Exercise:
The listing below is to be written out word for word, minus its images.

Dataset extract:
= Beginning of Section =

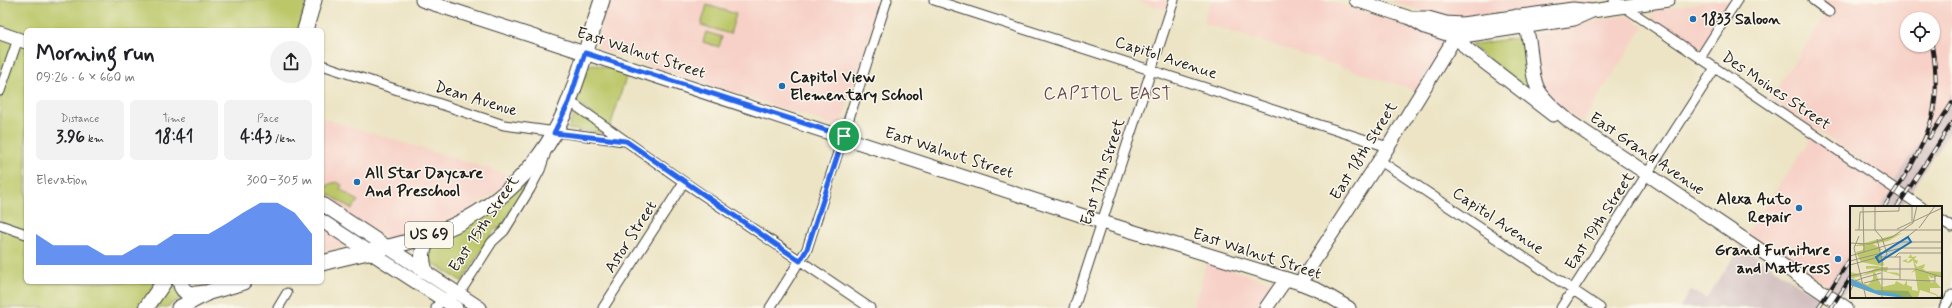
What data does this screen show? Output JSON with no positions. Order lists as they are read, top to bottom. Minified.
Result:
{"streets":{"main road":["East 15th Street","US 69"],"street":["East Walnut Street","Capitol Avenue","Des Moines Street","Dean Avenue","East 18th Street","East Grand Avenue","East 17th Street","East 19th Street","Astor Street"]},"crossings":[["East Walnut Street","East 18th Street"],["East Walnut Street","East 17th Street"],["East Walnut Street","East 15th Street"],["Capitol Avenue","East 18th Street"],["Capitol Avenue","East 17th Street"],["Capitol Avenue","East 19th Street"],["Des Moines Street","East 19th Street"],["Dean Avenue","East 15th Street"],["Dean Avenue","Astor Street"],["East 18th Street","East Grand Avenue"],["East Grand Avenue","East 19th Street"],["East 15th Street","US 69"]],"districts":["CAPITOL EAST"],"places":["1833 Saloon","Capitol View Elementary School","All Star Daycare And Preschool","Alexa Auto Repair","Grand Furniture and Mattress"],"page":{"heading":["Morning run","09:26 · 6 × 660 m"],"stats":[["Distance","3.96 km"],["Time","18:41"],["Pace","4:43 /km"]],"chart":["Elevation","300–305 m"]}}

= End of Section =

Response to the task:
What data does this screen show? Output JSON with no positions. Order lists as they are read, top to bottom. Minified.
Result:
{"streets":{"main road":["East 15th Street","US 69"],"street":["East Walnut Street","Capitol Avenue","Des Moines Street","Dean Avenue","East 18th Street","East Grand Avenue","East 17th Street","East 19th Street","Astor Street"]},"crossings":[["East Walnut Street","East 18th Street"],["East Walnut Street","East 17th Street"],["East Walnut Street","East 15th Street"],["Capitol Avenue","East 18th Street"],["Capitol Avenue","East 17th Street"],["Capitol Avenue","East 19th Street"],["Des Moines Street","East 19th Street"],["Dean Avenue","East 15th Street"],["Dean Avenue","Astor Street"],["East 18th Street","East Grand Avenue"],["East Grand Avenue","East 19th Street"],["East 15th Street","US 69"]],"districts":["CAPITOL EAST"],"places":["1833 Saloon","Capitol View Elementary School","All Star Daycare And Preschool","Alexa Auto Repair","Grand Furniture and Mattress"],"page":{"heading":["Morning run","09:26 · 6 × 660 m"],"stats":[["Distance","3.96 km"],["Time","18:41"],["Pace","4:43 /km"]],"chart":["Elevation","300–305 m"]}}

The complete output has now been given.